– Ну мы же по делу едем! – рассерженно воскликнула мама. – Это вообще не для детей, тебе там делать нечего! Ну скажи хоть ты ей!

Бабушка, одетая с иголочки, гладила свою черную шифоновую накидку.

– Она меня послушает, как раз, ага, – отозвалась она.

– Я тебе сечас объясню, – приступила мама задушевным тоном. – Мы едем на похороны. Это не самое приятное мероприятие, ты еще маленькая, что там интересного?!

Я в общих чертах знаю, что люди стареют и умирают.

– Ну и поеду, а что здесь такого, – храбро сказала я.

– Пусть едет, – пожала плечами бабушка. – В конце концов деревенские дети в обмороки не падают и ко всему привыкают, а наши что-то чересчур нежные.

– Не знаю, не знаю, хотя – рано или поздно ей надо узнать и эту сторону жизни, – как бы убеждала себя мама, расчесывая мне волосы.

Бабушка одета в свой выходной костюмчик, но в этот раз шифоновый шарф закрывает все лицо.

– Зачем ты лицо закрыла? – пытаюсь я убрать накидку, но бабушка неожиданно оказывает сопротивление.

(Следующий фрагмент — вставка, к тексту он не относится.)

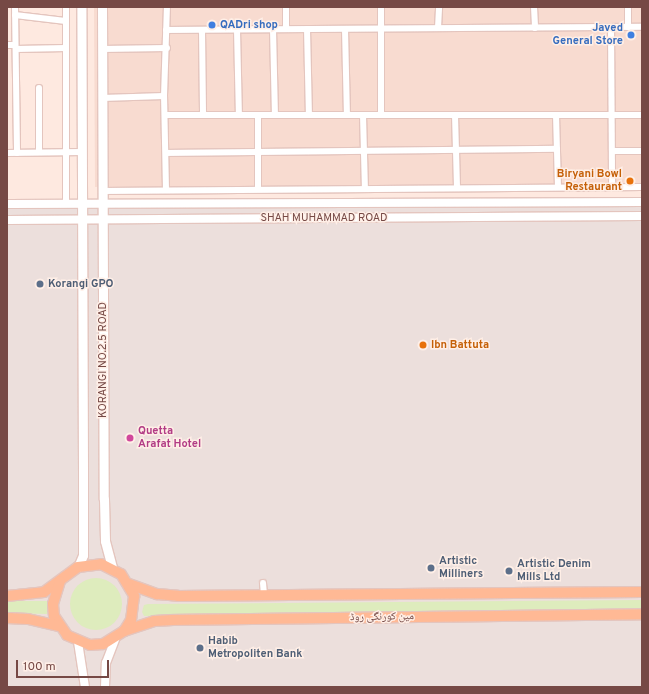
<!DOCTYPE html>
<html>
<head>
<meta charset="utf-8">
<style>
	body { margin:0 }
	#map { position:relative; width:649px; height:694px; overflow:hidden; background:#fee9e0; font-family:Overpass,"Noto Naskh Arabic",sans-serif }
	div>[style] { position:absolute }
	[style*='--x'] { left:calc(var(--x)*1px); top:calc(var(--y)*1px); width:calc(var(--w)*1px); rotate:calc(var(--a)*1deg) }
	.residential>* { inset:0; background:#f8dbd0 }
	.industrial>* { inset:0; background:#ecdfdc }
	.green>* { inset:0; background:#deecbd }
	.round { border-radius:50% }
	.roads { filter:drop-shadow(1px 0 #e4c5be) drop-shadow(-1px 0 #e4c5be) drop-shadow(0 1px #e4c5be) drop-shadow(0 -1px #e4c5be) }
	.minor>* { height:6px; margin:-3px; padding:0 3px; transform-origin:3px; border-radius:3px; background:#fff }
	.tertiary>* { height:8px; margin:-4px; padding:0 4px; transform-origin:4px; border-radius:4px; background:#fff }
	.secondary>* { height:9px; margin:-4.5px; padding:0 4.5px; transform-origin:4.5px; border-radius:4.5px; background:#fff }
	.primary>* { height:10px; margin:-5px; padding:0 5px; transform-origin:5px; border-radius:5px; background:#ffb995 }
	.dots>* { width:11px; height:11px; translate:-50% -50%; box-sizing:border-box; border:2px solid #ffefe7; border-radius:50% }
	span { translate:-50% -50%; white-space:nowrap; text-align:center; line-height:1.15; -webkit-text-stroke:3px #ffefe7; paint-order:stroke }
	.shop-label { font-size:11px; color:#366cbe; font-weight:700 }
	.left { translate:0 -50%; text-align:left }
	.right { translate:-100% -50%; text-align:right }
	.food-label { font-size:11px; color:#c56008; font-weight:700 }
	.street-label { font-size:11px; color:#764945 }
	.service-label { font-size:11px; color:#4e5e75; font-weight:700 }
	.hotel-label { font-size:11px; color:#b23c85; font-weight:700 }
	.frame { position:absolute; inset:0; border:8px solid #764945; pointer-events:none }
	.scale { position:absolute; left:16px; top:660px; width:93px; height:18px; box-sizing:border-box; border:2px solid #764945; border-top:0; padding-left:5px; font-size:12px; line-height:14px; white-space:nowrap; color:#764945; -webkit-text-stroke:3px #ffefe7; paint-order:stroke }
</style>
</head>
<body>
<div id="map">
	<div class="residential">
		<div style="clip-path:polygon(94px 7px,642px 7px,642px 188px,95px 187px)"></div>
	</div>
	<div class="industrial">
		<div style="clip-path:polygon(243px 207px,642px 207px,642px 687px,7px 687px,7px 209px)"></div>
	</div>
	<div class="green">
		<div class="round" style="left:70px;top:578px;width:52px;height:52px"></div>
		<div style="clip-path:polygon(642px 600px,642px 609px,144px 616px,142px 612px,144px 605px,148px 604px)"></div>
		<div style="clip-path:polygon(7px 601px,48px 601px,49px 609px,47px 614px,7px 613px)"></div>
	</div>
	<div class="roads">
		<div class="minor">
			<div style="--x:15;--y:7;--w:146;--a:89.2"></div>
			<div style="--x:66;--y:7;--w:197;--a:90"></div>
			<div style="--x:286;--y:7;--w:22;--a:90"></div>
			<div style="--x:381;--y:7;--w:108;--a:90"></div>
			<div style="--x:534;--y:7;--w:21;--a:87"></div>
			<div style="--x:628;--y:7;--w:20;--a:90"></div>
			<div style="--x:15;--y:15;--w:51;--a:6.7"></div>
			<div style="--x:438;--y:28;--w:21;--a:-87"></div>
			<div style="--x:611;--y:28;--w:159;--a:89.6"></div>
			<div style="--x:273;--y:29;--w:86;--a:88.7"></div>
			<div style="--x:307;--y:29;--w:86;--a:88.7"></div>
			<div style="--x:345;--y:29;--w:86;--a:88.7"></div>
			<div style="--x:166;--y:30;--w:476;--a:-0.4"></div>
			<div style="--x:202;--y:30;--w:85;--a:89.3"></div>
			<div style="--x:237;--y:30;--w:85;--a:88.7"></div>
			<div style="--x:7;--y:45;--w:8;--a:0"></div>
			<div style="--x:16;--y:49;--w:50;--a:-1.1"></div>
			<div style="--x:102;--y:49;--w:65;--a:-0.9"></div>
			<div style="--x:102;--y:98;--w:62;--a:-1.8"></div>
			<div style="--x:165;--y:115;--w:477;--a:0"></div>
			<div style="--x:363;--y:115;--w:74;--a:88.5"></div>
			<div style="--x:455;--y:115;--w:73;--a:88.4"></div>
			<div style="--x:556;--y:115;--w:72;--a:88.4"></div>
			<div style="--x:612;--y:151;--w:30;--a:0"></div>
			<div style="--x:39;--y:152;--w:64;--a:-90"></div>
			<div style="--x:7;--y:153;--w:75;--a:-0.8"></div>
			<div style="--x:166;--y:153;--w:391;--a:-0.6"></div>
			<div style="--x:258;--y:189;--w:74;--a:-90"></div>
			<div style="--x:166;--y:190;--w:94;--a:-91.2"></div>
			<div style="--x:164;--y:96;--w:89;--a:-88.1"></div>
			<div style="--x:102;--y:191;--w:540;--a:-0.42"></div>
			<div style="--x:263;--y:583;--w:12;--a:85"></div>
		</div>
		<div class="tertiary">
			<div style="--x:7;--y:204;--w:635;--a:-0.18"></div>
			<div style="--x:7;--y:220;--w:635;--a:-0.36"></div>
			<div style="--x:78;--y:642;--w:46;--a:81.2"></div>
			<div style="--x:105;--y:687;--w:24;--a:-88"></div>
			<div style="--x:106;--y:663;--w:26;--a:-69"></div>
		</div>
		<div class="secondary">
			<div style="--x:102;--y:7;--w:492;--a:89.8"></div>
			<div style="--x:104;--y:499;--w:42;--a:88.6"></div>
			<div style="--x:105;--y:541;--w:28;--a:75"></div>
			<div style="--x:78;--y:567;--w:13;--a:-67"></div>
			<div style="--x:83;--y:555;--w:86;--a:-90"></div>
			<div style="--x:83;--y:469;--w:462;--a:-90.2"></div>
		</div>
		<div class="primary">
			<div style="--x:129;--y:584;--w:30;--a:20"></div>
			<div style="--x:157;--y:594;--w:21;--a:5"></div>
			<div style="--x:178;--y:596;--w:464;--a:-0.5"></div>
			<div style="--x:7;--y:596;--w:37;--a:-6"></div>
			<div style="--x:44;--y:592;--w:42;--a:-36.3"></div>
			<div style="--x:78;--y:567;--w:23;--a:-7"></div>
			<div style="--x:101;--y:564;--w:22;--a:27"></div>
			<div style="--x:121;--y:574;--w:26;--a:59"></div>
			<div style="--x:134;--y:596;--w:24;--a:97"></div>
			<div style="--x:131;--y:620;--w:13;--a:122"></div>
			<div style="--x:124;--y:631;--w:25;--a:148"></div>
			<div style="--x:103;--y:644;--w:13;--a:176"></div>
			<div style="--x:90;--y:645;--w:25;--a:-157"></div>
			<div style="--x:67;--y:635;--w:23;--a:-124"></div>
			<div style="--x:54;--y:616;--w:12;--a:-95"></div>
			<div style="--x:53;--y:604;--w:24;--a:-73"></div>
			<div style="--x:7;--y:618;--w:21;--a:3"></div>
			<div style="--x:28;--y:619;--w:32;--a:13"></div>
			<div style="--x:124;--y:631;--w:32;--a:-18"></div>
			<div style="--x:154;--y:621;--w:19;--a:-3"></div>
			<div style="--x:173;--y:620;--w:469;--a:-0.7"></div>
		</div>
	</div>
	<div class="dots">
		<div style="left:212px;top:25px;background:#3f7fe0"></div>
		<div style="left:631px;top:35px;background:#3f7fe0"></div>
		<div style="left:630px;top:181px;background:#e8710a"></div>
		<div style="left:40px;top:284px;background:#5c6f8a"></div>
		<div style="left:423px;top:345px;background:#e8710a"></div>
		<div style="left:130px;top:438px;background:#d1479c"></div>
		<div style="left:431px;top:568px;background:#5c6f8a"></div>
		<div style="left:509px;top:571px;background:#5c6f8a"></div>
		<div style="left:200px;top:648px;background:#5c6f8a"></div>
	</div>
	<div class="shop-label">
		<span class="left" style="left:220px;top:25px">QADri shop</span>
		<span class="right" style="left:623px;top:35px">Javed<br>General Store</span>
	</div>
	<div class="food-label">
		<span class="right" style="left:622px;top:181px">Biryani Bowl<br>Restaurant</span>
		<span class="left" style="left:431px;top:345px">Ibn Battuta</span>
	</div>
	<div class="street-label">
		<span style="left:324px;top:218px">SHAH MUHAMMAD ROAD</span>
		<span style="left:103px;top:360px;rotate:-90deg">KORANGI NO.2.5 ROAD</span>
		<span style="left:382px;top:617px;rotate:-1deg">مین کورنگی روڈ</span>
	</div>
	<div class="service-label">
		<span class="left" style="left:48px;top:284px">Korangi GPO</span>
		<span class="left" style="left:439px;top:568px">Artistic<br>Milliners</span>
		<span class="left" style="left:517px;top:571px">Artistic Denim<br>Mills Ltd</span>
		<span class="left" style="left:208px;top:648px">Habib<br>Metropoliten Bank</span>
	</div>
	<div class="hotel-label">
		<span class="left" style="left:138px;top:438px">Quetta<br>Arafat Hotel</span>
	</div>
	<div class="frame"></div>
	<div class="scale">100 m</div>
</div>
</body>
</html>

– Не бойся, – ласково погладила меня по спине мама, – ты же видела – пожилые женщины почти все так ходят.

– Почему? – недовольно спросила я. – Так страшно – как будто колдунья!

– Потому что черное – цвет траура, – терпеливо объяснила мама. – Если кто-то в семье умирает – не дай бог, за девять гор от нас, – то люди выражают таким образом свою скорбь.

Мы приехали в незнакомый деревенский двор, и уже издали стали слышны странные тревожные звуки.

Мама сжала мне руку, бабушка вытащила платочек и спрятала за манжету.

– А почему там люди кричат? – вытаращив глаза, спросила я.

– Это так принято, чтобы оплакать усопшего, – слегка побледнев, объяснила мама.

Бабушка судорожно передохнула:

– Дикость, если меня спросить. Человек жил долго, прожил достаточно, все видел, всего дождался – и детей, и внуков, ну так и отпустите его с миром! И орут, и орут, обычай у нас такой, видите ли. А когда молодой умирает, тогда как его оплакать?

Мама молча приобняла бабушку. Что-то между ними было такое, чего я не понимала, и мне туда вход был закрыт. Я прислонилась к маме, от меня словно уходило тепло.

– Ты сильно не переживай, это они просто так орут, чтобы потом люди не сказали – плохо плакали, – блестя чуть повлажневшими глазами, сказала мама.

Множество небритых мужчин стояли на лестнице и величаво приветствовали входящих. Ближе ко входу громкость воплей усилилась и стала непереносимой. Оттуда вышла, поддерживаемая с двух сторон, женщина в светлой одежде – она истерически всхлипывала.

– Люда, успокойся, иди на кухню, вниз, там холодной воды тебе дадут, – громким театральным шепотом сказала женщина из поддержки.

Люда пошла вниз, вздыхая и икая.

– Это кто? – удивилась бабушка.

– Да наша украинская невестка, Гурама жена, – довольно сказала женщина-поддержка. – Сначала я думала – вот беспородная, в белом пришла, а потом вижу – как зальется слезами! Молодец, не хуже наших женщин!

От криков и зрелища повального горя у меня защипало в глазах и перехватило в горле.

– А это твоя младшая? – умилилась женщина-поддержка. – Как выросла! И плачет, смотри! А она-то чего?

Мама с бабушкой разом посмотрели на меня.

– Ну вот, я так и знала, – расстроилась мама. – Давай ты тоже вниз иди, там, наверное, детей полно! Посиди, я быстро за тобой приду!

От ужаса, что надо идти в какое-то непонятное «вниз», одной, к незнакомым людям, я вцепилась в маму двумя руками.

– Пусть идет с нами, – вздохнула бабушка. – Лучше пусть войдет и увидит, а то будет мучиться еще хуже – что же там такое было.

В большом зале лежала длинная коробка с человеком. С двух сторон стояли стулья – как в театре, и сидели женщины в черном, все как одна заплаканные.